Woah! This is perfect. I'll replace my dataset's source data with this, and pull daily. Thanks @dmamalis !

greg-minshall commented 4 years ago

here's another, probably not so-well maintained (if i do say so myself), aggregated and somewhat modified version of the JHU files.

https://gitlab.com/minshall/covid-19

JochemDeen commented 4 years ago

Looks way better!

benjiqq commented 4 years ago

@owahltinez any ideas how to create more awareness for independently sourced ones which leverage the wisdom of crowd?

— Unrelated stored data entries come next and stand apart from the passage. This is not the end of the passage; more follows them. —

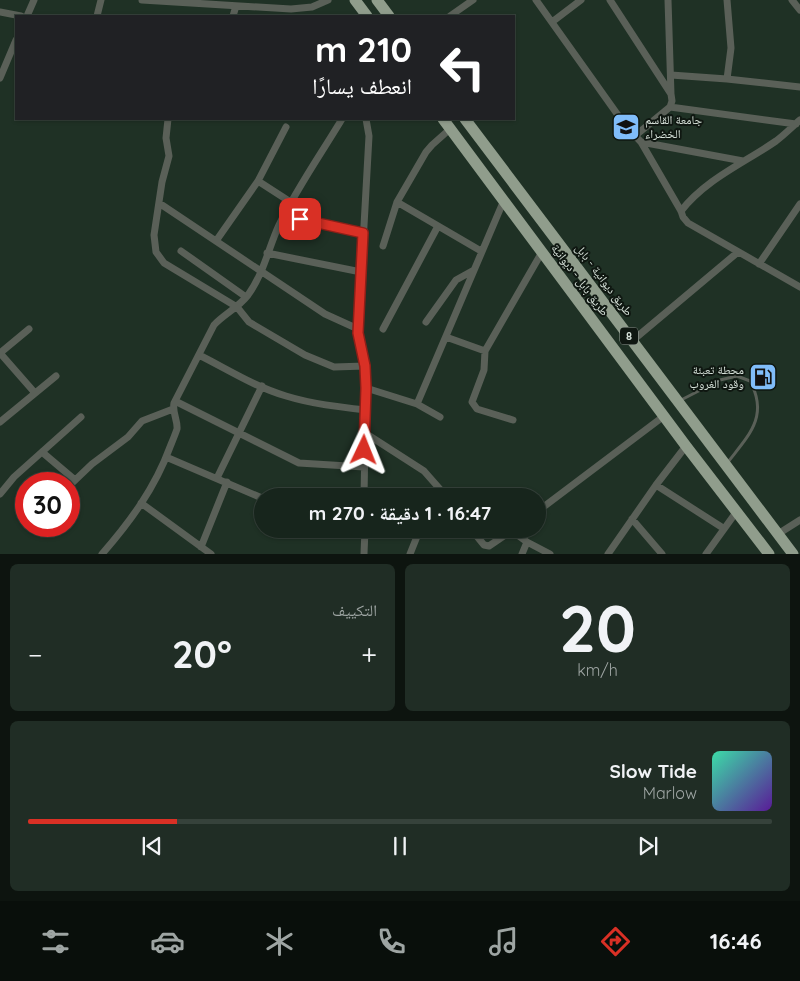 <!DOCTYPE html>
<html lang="ar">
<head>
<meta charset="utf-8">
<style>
  :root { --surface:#17251c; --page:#202d25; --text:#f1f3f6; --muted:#9ea5a3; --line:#36423b; --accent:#d93025 }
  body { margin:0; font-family:Quicksand,"Noto Naskh Arabic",sans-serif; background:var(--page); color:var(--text); direction:rtl; height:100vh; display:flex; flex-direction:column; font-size:19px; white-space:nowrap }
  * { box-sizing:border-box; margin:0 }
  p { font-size:16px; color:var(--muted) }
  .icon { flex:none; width:28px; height:28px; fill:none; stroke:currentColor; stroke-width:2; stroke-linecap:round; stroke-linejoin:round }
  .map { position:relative; height:554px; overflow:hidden; direction:ltr }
  .side { display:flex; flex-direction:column; gap:10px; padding:10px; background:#0d140f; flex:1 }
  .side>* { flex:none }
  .banner { position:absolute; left:15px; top:15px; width:500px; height:105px; border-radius:0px; box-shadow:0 1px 4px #0004,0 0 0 1px var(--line); direction:rtl; background:#202124; color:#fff; overflow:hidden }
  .speed { position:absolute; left:15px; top:472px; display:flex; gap:10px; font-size:25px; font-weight:700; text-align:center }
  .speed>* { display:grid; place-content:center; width:65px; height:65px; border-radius:50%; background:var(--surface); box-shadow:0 1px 4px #0004,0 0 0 1px var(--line); line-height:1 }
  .speed .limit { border:8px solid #d22; background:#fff; color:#111 }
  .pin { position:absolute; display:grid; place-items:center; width:42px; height:42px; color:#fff; margin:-21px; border-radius:10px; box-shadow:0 2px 8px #0006 }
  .me { position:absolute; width:55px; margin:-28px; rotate:2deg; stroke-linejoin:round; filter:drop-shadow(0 0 4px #0008) }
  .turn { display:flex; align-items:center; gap:18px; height:105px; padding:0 20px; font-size:22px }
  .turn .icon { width:65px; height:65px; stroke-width:2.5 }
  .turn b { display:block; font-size:35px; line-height:42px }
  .big { font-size:38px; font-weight:700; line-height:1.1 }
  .side .tile { flex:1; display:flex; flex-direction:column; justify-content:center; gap:8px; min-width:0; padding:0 18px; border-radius:8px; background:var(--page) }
  .side .dial { align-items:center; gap:0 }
  .dial b { font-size:65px; line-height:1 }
  .song { display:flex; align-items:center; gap:15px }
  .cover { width:60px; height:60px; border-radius:8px; background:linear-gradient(135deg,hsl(160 70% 55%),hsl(270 70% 35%)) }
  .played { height:5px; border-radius:2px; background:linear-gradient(90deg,var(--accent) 20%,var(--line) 20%) }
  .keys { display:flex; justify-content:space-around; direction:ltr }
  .heat { display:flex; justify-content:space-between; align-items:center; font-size:28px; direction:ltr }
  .side .tiles { flex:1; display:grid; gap:10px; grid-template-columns:1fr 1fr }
  .tile:last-child { grid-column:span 2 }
  .trip { position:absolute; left:254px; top:488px; width:292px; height:50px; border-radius:25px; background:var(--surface); box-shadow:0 1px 4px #0004,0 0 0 1px var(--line); font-weight:700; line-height:50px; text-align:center; direction:rtl }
  .tabs { display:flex; height:80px; justify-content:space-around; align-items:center; background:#090f0b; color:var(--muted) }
  .tabs .icon { width:35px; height:35px }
  .tabs .active { color:var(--accent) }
  .tabs b { font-size:22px; color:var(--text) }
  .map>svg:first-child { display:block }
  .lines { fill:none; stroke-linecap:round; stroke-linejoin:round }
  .service { stroke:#5a6058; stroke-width:3 }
  .minor { stroke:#5a6058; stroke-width:7 }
  .trunk { stroke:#909d8c; stroke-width:11 }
  .route-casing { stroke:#8d1f18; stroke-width:12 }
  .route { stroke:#d93025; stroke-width:9 }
  .labels { text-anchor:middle; stroke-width:4; stroke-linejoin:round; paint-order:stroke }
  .shield { fill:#0f1711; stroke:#9aa49d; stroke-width:1 }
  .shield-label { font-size:11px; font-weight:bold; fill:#d6e1d9 }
  .poi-label { font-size:12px; fill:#d6e1d9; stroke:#0f1711; text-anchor:start }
  .street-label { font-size:12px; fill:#d6e1d9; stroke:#0f1711 }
</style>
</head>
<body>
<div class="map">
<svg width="800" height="554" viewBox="0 0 800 554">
  <rect width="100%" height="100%" fill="#1f3125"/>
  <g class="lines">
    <!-- service -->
    <path class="service" d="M681,400L720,380L737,376L750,381C769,416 749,435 728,462"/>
    <!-- minor -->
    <path class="minor" d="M142,0L291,9L312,7L328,0
      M536,0L625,125L641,142L681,211L683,217L688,223L800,287
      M610,0L671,94L672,101L670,107L636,135
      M668,0L671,94
      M792,0L800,10
      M0,12L21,16
      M27,16L34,0
      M97,16L101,0
      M233,16L236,6
      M450,16L473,0
      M552,22L581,0
      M671,75L727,79L800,87
      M0,78L16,40
      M727,79L731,48L727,0
      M670,107L796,124
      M168,119L166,138L169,156L162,182L154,235L156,252L164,263L237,307L249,322L305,355L334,367L365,366
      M641,142L743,161
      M258,181L292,203
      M397,202L481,251
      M159,203L325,314L358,329
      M681,211C706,179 744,163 776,141C784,135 792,127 800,120
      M284,215L363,233
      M216,241L258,181L286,127
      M383,246L397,202L426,152L432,145L450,129
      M181,251L246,297
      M267,253L361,272
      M759,264L800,204
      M426,322L456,280L474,270
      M29,329L0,353L35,393
      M383,329L438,226
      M446,337L485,351
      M632,341L738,252
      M199,355C227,369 255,387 286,396C312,404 339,407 366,410
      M366,388L417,404L440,417
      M175,401L299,463L364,467
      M417,404L504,200
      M513,420L477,409L472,402L484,370L485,351L542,252
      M0,422L56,376
      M365,433L424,471L446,496
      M42,452L75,480
      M166,457L262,498
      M217,478L262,386
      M656,485L723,528
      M69,486L92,464L128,437L142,421L173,409
      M0,494L14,477L81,417
      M364,496L366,388L365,366L358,333L369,136L366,119
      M141,503L211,554
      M538,511L664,416
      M632,519L662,554
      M471,529L484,545L489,546L514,529
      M512,531L527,542L550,554
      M778,534L800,520
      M201,547L227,482
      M102,554C130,522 155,488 170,447C172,442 175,435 177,429C178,421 172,412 174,403L214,325C224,314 238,308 248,295C264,273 268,249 279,225C297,188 321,154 342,119
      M364,554L365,529
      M410,554L420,529
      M522,554L527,542
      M608,554L656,485L686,446
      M706,554L737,511"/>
    <!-- trunk -->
    <path class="trunk" d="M355,0L367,16
      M377,0L389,16
      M443,119L686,446L769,554
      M465,119L793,554"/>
  </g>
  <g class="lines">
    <!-- route casing -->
    <g class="route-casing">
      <path id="route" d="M300,219L363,233L358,333L365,366L366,388L364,450"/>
    </g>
    <!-- route -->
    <use href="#route" class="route"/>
  </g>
  <!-- icons -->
  <defs>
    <g id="university-square" transform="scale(1.4375)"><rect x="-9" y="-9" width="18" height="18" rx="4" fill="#80bdfa" stroke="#0f1711"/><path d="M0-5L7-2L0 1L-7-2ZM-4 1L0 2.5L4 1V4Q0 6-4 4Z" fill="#111"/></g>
    <g id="fuel-square" transform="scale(1.4375)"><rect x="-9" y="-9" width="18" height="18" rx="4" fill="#80bdfa" stroke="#0f1711"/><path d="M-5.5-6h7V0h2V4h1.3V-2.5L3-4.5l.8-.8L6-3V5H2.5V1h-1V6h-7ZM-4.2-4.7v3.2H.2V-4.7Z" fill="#111"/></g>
  </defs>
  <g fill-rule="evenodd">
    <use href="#university-square" x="626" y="127"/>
    <use href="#fuel-square" x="763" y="377"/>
  </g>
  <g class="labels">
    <!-- shield labels -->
    <rect class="shield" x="620" y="327.5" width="18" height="17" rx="4"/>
    <g class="shield-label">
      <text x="629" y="340">8</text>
    </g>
    <!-- poi labels -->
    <g class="poi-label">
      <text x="645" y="124">جامعة القاسم<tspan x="645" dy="14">الخضراء</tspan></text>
      <text x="744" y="374" text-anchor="end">محطة تعبئة<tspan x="744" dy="14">وقود الغروب</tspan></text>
    </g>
    <!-- street labels -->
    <g class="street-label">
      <text transform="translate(580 280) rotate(53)" y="4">طريق بابل - ديوانية</text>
      <text transform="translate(604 280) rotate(53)" y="4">طريق ديوانية - بابل</text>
    </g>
  </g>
</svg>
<div class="speed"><div class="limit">30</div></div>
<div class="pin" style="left:300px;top:219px;background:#d93025"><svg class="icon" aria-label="arrive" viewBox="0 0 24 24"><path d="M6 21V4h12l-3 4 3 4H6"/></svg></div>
<svg class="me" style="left:364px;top:450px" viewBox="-20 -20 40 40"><path d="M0-17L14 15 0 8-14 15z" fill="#d93025" stroke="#fff" stroke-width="4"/></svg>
<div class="trip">16:47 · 1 دقيقة · 270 m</div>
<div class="banner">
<div class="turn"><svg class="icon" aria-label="left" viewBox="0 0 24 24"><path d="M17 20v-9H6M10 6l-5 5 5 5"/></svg><div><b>210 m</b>انعطف يسارًا</div></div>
</div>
</div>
<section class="side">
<div class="tiles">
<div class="tile dial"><b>20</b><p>km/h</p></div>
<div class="tile"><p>التكييف</p>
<div class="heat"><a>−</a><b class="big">20°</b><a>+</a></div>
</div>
<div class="tile">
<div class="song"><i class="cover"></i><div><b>Slow Tide</b><p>Marlow</p></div></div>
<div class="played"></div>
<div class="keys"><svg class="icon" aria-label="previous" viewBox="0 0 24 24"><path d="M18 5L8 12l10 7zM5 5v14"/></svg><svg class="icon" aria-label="pause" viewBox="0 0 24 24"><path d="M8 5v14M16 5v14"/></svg><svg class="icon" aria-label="next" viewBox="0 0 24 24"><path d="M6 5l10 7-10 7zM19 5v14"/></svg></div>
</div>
</div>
</section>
<nav class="tabs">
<b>16:46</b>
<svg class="icon active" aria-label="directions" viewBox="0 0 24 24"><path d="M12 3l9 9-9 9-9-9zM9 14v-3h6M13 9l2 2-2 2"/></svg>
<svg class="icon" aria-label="music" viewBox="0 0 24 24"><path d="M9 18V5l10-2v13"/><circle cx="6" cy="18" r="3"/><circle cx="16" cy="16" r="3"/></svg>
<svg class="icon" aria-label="phone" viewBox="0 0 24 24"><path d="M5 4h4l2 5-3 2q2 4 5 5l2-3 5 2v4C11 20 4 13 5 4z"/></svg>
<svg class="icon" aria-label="climate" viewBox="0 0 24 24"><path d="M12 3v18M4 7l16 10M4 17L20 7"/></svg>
<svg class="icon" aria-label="car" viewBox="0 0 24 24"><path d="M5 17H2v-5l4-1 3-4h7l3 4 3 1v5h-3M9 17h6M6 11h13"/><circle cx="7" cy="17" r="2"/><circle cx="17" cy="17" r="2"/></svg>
<svg class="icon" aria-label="filters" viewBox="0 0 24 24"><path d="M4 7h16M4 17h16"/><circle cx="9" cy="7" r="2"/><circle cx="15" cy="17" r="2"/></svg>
</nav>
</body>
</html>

DavidGeeraerts commented 4 years ago

See issue #558 The data will be posted here: http://blog.lazd.net/coronadatascraper/

matjung commented 4 years ago

The number of data slave providers is going up. Just some sources are getting updated only once a day. This one reveals the name of the Excel file that can be downloaded from EU www.ecdc.europa.eu html readme https://micro-work.net/covid json get https://micro-work.net/covid/ecdcweb.php {"response":{"source":"https:\/\/www.ecdc.europa.eu\/en\/publications-data\/download-todays-data-geographic-distribution-covid-19-cases-worldwide","urlexcel":"https:\/\/www.ecdc.europa.eu\/sites\/default\/files\/documents\/COVID-19-geographic-disbtribution-worldwide-2020-03-15.xls","excel":"COVID-19-geographic-disbtribution-worldwide-2020-03-15.xls"}}

A service to get the Excel content in CSV / JSON Format is work in progress.

greg-minshall commented 4 years ago

CSV/JSON seem really desirable to me.